Fabyanno Gonçalves disse...

O tema principal da literatura machadiana é o favor, que é a relação de dependência e exploração característica da sociedade brasileira do século XIX.

Segue abaixo um trecho do Roberto Schwarz sobre o favor na obra do Machado de Assis:

"Faltando fundamento prático à autonomia do indivíduo sem meios - em consequência da escravidão o mercado de trabalho é incipiente -, o valor da pessoa depende do reconhecimento arbitrário (e humilhante, em caso de vaivém) de algum proprietário.

Neste sentido, penso não forçar a nota dizendo que Eugênia, entre outras figuras de tipo semelhante, encerra a generalidade da situação do homem livre e pobre no Brasil escravista.

Não sendo proprietários nem escravos, estas personagens não formam entre os elementos básicos da sociedade, que lhes prepara uma situação ideológica desconcertante.

O seu acesso aos bens da civilização, dada a dimensão marginal do trabalho livre, se efetiva somente através da benevolência eventual e discricionária de indivíduos da classe abonada.

Assim, se não alcançam alguma espécie de proteção, os homens pobres vivem ao deus-dará, sobretudo cortados da esfera material e institucional do mundo contemporâneo."

Se nós usarmos essa ideia como chave de interpretação do conto, podemos levantar hipóteses interessantes.
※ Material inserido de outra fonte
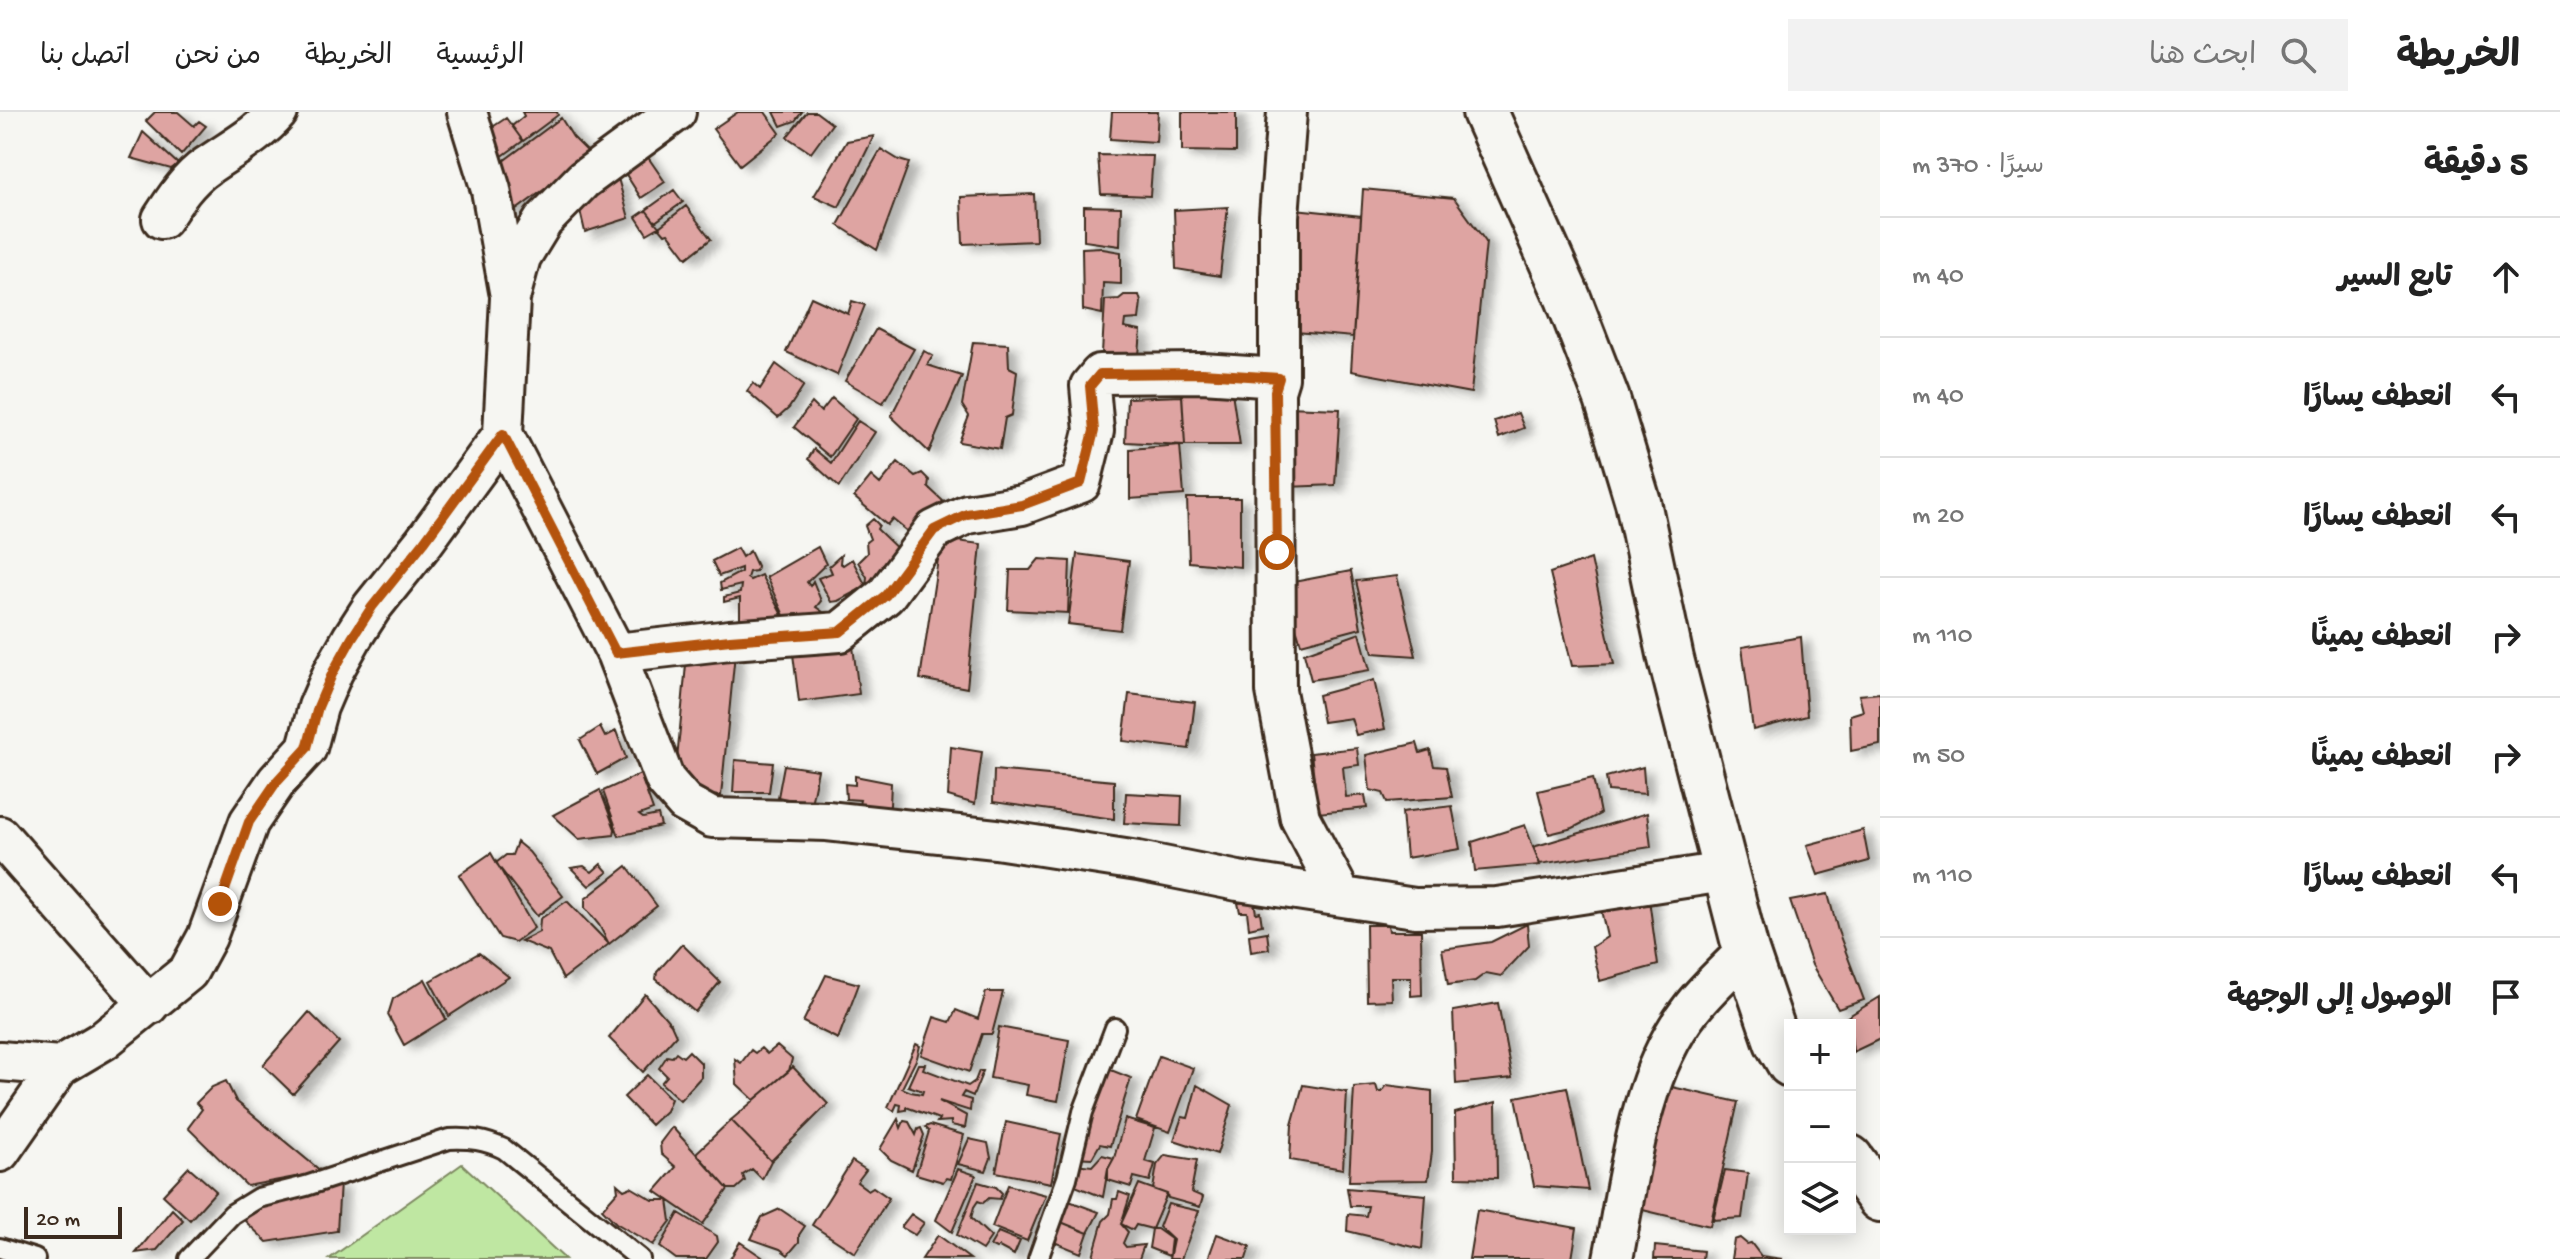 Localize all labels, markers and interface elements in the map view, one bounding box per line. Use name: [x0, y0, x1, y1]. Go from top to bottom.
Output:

Não seria absurdo especular que o pai da moça poderia ter cometido o assassinato não para preservar a honra dela, mas sim para preservar a reputação do sinhozinho abusador e também a relação de dependência que unia aquelas duas famílias.

Os pontos da cena do crime que você mesmo apontou como inverossímeis, a moça desamarrada, uma faca de caça esquecida, um único sentinela, o pai mal amarrado, poderiam sugerir na verdade alguma combinação entre o pai da moça e o sinhozinho.

A conversa do pai com a filha, perguntando se ela realmente achava que a desonra seria uma grande desgraça, pode ser interpretada como uma última tentativa do pai para fazer a filha ceder aos desejos do sinhozinho.

Com o assassinato da moça, o crime original, a tentativa de abuso cometida pelo sinhozinho, fica esquecido.

A defesa judicial do pai assassino sendo custeada pelo pai do sinhozinho abusador completa o cenário.